++++ PROVIDED DATA ++++

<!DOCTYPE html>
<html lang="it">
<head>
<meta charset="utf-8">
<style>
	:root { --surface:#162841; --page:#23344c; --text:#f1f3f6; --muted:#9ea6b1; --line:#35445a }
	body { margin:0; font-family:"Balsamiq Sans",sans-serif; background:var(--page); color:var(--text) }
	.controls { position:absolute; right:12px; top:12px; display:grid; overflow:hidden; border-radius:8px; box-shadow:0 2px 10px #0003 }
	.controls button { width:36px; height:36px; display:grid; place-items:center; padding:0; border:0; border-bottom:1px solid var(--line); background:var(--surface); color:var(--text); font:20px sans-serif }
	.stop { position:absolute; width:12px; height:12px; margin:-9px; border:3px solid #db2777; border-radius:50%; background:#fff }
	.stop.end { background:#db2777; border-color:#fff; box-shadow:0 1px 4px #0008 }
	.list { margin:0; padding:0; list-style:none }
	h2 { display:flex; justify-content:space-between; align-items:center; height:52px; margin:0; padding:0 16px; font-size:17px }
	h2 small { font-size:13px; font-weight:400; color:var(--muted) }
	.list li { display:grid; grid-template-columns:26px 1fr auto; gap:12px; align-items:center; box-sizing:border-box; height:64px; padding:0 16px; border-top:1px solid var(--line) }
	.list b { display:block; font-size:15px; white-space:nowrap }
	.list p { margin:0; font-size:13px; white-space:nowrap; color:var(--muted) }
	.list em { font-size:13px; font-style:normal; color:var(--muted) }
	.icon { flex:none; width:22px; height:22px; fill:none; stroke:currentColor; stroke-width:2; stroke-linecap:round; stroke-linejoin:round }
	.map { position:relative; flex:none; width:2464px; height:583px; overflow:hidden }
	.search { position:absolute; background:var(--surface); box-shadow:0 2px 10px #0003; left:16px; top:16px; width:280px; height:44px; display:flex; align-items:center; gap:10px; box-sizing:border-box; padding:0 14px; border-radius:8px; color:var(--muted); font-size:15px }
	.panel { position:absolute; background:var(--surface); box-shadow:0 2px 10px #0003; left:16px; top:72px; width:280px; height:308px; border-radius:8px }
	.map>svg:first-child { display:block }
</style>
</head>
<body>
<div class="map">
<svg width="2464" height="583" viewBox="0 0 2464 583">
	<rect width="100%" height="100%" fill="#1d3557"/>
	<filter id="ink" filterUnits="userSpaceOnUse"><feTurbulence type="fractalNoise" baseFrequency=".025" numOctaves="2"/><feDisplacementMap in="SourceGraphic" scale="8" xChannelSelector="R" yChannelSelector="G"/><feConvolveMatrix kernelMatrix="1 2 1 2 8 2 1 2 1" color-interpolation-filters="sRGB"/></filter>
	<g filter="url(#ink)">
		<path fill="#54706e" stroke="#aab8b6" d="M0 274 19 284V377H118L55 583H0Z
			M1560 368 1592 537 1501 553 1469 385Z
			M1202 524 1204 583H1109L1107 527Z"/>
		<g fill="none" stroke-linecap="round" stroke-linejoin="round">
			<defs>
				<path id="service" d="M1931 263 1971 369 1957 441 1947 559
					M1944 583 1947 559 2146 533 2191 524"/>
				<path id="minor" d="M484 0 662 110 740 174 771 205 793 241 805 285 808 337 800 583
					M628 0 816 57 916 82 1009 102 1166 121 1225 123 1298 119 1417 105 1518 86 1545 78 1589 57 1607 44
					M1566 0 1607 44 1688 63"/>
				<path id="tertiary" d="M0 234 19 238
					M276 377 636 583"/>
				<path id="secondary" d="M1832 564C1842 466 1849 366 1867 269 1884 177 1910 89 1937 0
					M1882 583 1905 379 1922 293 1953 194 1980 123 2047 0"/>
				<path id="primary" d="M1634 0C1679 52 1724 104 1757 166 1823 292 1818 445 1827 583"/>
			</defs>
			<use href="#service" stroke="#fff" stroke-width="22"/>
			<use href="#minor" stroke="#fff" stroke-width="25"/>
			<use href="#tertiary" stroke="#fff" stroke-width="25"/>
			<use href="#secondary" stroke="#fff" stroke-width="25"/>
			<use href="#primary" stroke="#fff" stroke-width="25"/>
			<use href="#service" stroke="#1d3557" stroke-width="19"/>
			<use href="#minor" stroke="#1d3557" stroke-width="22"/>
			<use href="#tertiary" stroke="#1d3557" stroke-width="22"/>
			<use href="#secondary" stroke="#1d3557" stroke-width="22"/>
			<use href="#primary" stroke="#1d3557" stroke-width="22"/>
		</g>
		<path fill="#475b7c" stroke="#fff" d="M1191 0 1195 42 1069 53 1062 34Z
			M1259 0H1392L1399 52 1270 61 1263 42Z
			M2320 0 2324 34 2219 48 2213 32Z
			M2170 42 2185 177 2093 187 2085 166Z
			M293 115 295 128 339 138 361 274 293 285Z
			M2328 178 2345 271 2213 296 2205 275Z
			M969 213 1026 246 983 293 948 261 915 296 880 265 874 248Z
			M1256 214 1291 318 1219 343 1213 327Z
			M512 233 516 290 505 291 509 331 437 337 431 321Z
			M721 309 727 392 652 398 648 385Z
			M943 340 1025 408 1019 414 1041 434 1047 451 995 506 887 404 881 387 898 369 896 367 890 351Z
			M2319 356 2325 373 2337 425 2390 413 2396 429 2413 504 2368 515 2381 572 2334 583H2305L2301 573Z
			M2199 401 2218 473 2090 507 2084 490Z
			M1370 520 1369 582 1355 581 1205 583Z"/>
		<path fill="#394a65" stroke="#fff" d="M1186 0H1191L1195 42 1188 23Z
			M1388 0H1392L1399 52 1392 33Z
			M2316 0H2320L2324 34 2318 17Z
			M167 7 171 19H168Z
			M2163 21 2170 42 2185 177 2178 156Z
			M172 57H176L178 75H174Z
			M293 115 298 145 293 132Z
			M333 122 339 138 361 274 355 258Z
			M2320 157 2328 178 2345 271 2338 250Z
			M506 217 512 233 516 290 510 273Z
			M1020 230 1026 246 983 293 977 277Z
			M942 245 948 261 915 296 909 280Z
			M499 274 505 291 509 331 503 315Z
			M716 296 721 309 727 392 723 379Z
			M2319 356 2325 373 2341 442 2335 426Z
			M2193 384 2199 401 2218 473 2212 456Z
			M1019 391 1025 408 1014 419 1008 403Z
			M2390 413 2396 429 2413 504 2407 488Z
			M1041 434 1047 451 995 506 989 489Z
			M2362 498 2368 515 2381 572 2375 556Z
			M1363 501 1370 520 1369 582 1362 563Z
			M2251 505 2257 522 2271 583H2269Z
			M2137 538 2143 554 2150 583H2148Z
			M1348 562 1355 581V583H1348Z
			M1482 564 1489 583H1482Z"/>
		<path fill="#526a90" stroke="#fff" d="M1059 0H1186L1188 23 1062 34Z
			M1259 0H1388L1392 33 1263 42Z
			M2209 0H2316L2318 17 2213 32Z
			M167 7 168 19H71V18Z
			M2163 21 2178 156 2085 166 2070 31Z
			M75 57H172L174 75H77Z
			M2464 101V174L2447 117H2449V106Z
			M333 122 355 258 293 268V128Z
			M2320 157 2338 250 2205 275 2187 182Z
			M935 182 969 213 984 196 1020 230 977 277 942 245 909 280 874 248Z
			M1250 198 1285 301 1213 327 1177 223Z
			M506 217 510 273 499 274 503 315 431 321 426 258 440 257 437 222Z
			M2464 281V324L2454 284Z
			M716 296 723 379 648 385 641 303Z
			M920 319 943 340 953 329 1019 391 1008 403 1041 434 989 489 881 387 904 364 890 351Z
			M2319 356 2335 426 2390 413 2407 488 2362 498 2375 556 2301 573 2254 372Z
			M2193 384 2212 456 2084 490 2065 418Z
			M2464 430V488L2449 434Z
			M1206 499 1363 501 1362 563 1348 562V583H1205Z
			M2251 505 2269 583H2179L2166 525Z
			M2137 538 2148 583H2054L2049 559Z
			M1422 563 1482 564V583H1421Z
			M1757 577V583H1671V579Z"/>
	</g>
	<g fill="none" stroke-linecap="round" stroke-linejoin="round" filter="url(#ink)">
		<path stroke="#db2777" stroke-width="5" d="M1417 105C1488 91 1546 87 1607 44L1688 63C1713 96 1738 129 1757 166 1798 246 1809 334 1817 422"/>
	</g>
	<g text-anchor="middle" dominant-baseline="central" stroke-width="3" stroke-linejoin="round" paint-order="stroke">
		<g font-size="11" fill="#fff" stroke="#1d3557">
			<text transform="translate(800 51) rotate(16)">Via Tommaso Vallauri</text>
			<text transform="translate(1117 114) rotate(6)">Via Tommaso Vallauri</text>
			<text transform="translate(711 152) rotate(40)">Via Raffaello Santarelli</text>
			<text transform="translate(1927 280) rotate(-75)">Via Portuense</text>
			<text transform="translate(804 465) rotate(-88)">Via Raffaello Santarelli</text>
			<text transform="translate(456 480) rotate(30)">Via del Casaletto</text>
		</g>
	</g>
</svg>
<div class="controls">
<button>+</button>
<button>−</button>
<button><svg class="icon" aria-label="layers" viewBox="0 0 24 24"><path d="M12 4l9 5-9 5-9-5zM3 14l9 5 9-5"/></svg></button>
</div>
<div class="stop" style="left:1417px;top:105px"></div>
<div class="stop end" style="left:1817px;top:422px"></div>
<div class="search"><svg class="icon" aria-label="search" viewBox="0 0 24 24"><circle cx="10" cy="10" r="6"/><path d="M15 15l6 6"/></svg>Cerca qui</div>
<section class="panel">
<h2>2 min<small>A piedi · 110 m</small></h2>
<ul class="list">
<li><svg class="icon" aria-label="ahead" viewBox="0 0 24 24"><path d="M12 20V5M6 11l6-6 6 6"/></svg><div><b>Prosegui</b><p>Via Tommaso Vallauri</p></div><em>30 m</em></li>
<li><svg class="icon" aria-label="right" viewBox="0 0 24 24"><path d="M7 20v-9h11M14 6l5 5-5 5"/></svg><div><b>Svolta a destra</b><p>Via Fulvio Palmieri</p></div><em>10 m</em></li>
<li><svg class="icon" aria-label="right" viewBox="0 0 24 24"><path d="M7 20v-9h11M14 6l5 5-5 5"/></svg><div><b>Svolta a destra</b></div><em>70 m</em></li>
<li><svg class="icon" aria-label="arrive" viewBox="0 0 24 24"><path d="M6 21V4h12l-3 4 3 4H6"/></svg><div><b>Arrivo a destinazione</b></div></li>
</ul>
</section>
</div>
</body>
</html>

++++
++++ PROVIDED DATA ++++

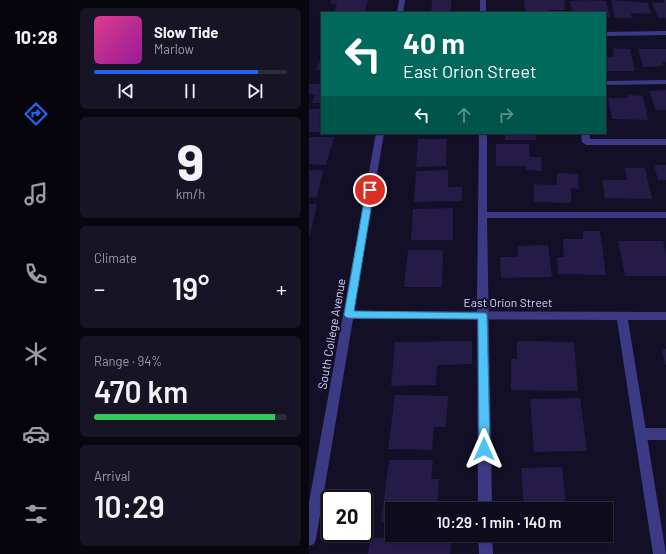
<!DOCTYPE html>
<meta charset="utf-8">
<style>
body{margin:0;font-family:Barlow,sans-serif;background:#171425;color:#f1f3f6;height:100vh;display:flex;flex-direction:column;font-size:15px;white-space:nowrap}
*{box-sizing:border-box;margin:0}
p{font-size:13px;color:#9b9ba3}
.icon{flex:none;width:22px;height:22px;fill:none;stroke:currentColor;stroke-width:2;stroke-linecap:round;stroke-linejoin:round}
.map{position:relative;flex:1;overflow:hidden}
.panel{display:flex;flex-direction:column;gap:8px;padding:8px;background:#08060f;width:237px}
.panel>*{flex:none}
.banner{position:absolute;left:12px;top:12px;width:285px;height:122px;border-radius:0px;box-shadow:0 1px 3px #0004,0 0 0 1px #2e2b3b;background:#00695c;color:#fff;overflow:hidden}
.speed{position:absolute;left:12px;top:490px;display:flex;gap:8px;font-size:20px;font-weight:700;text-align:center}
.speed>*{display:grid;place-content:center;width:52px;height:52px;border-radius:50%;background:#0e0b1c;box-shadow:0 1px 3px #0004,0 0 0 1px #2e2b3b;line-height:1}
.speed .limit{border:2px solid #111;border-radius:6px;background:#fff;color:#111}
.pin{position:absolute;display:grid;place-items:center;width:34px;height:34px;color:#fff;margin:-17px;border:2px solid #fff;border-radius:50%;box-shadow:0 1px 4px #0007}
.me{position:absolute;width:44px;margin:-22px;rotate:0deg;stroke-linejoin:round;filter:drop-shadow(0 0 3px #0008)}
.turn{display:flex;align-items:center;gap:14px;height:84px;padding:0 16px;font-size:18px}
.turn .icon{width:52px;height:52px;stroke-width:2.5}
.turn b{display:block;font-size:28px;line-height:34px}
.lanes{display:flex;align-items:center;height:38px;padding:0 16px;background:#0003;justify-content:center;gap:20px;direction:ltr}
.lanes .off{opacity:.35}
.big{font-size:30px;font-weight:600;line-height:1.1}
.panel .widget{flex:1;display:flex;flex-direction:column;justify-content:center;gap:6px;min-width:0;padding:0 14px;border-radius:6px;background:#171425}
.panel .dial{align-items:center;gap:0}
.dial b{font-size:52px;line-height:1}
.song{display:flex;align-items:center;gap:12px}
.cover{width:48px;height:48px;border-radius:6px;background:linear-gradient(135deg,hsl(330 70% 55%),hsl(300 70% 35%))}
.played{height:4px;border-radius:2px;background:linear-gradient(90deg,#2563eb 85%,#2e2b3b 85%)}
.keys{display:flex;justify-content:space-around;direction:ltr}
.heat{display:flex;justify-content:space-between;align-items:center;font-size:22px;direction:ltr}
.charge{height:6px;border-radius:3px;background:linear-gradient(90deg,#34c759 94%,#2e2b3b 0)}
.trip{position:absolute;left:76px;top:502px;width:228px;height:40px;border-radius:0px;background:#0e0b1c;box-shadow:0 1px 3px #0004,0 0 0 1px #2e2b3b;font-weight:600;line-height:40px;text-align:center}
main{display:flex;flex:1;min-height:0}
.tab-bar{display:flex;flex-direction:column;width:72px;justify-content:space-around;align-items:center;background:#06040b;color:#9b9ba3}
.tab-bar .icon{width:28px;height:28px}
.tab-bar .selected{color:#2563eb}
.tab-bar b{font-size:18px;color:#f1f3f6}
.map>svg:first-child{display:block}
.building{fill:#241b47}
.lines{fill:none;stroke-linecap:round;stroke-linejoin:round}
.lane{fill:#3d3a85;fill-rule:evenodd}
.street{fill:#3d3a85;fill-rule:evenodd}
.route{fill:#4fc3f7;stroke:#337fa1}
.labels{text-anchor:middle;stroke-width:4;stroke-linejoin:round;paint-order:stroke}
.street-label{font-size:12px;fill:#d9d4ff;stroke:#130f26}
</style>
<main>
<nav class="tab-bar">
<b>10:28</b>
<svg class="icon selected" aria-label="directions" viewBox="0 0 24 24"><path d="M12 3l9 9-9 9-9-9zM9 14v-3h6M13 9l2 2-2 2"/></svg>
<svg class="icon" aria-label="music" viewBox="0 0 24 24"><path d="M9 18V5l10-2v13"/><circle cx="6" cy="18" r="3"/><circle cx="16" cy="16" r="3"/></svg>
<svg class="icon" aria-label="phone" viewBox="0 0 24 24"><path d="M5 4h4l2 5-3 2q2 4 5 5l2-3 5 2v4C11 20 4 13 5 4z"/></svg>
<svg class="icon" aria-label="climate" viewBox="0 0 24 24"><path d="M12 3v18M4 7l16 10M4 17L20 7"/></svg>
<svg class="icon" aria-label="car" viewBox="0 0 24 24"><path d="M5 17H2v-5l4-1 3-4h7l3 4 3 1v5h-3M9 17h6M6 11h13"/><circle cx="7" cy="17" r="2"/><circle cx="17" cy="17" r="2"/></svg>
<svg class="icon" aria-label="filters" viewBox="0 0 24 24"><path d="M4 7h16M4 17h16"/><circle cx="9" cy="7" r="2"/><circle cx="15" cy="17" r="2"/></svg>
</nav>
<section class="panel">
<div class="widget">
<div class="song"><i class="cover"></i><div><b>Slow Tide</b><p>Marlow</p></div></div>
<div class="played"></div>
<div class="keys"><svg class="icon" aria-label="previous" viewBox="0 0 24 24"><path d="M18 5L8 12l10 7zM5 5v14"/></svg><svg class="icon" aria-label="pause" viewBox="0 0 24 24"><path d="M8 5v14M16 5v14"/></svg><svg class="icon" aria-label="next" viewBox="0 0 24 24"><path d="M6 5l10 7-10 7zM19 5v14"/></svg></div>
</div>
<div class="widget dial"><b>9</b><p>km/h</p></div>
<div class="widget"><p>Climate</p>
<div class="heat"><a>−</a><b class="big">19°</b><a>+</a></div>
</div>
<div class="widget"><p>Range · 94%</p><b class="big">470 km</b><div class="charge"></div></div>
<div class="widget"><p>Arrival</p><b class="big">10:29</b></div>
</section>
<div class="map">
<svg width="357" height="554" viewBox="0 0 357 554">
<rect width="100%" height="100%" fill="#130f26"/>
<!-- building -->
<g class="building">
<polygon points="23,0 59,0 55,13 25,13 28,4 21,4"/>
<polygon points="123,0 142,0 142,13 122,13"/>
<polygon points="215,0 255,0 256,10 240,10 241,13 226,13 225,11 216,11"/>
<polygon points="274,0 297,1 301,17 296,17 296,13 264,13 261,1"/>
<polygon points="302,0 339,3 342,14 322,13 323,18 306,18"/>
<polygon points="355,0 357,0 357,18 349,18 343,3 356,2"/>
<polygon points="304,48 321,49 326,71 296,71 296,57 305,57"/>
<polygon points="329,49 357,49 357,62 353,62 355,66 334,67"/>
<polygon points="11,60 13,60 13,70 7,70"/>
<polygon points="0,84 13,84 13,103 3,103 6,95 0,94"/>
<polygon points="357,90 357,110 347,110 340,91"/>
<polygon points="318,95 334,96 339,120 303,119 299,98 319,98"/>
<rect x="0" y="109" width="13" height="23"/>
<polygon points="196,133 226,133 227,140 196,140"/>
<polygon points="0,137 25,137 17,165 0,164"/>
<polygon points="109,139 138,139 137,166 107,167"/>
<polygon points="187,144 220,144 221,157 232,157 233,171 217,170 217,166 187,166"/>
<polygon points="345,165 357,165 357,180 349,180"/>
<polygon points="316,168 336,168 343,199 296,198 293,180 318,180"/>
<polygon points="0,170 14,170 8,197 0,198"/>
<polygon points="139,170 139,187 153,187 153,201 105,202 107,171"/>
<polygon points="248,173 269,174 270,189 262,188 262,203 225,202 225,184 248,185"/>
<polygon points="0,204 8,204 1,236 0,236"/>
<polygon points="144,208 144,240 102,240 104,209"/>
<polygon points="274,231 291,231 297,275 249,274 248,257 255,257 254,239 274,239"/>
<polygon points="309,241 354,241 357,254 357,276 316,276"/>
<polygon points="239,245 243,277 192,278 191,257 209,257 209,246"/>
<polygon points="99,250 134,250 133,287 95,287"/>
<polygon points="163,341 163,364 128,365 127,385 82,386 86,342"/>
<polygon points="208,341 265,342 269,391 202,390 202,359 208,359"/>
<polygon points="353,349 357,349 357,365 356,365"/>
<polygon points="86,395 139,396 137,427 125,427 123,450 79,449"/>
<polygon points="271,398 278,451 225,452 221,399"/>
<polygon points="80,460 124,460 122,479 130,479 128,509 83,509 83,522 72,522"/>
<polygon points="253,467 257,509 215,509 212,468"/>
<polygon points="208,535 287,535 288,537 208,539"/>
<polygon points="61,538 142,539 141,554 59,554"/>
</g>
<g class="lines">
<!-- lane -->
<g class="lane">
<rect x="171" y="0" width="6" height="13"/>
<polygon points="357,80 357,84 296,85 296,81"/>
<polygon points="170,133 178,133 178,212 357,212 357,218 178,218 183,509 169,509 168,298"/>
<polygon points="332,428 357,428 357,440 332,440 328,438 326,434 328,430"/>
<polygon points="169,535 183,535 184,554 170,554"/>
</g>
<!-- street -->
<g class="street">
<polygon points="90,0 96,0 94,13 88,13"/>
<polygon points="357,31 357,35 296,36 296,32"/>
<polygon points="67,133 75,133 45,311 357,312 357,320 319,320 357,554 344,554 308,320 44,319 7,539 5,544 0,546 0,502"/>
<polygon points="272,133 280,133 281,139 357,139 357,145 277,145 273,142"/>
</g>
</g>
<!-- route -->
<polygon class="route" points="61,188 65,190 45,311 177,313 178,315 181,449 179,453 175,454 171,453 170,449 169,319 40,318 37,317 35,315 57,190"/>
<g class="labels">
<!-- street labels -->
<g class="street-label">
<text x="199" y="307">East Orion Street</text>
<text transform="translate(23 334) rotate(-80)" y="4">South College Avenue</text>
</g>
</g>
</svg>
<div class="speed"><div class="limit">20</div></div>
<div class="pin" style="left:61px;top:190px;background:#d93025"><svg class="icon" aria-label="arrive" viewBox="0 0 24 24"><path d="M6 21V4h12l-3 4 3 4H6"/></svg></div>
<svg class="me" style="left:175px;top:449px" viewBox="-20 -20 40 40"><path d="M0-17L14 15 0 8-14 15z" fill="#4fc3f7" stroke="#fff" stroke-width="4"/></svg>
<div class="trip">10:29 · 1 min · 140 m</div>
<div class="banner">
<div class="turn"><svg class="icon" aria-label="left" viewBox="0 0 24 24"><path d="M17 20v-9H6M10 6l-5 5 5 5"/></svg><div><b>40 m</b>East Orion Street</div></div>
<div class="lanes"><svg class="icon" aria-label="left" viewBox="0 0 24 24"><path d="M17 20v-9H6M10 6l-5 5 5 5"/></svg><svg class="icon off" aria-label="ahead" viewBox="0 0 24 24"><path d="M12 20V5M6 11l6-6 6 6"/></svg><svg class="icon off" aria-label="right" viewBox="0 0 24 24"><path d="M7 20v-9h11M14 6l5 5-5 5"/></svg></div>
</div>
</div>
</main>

++++

# TASK DETAILS
Every line in the data above that includes the word "evenodd" should be copied.

# REPLY
.lane{fill:#3d3a85;fill-rule:evenodd}
.street{fill:#3d3a85;fill-rule:evenodd}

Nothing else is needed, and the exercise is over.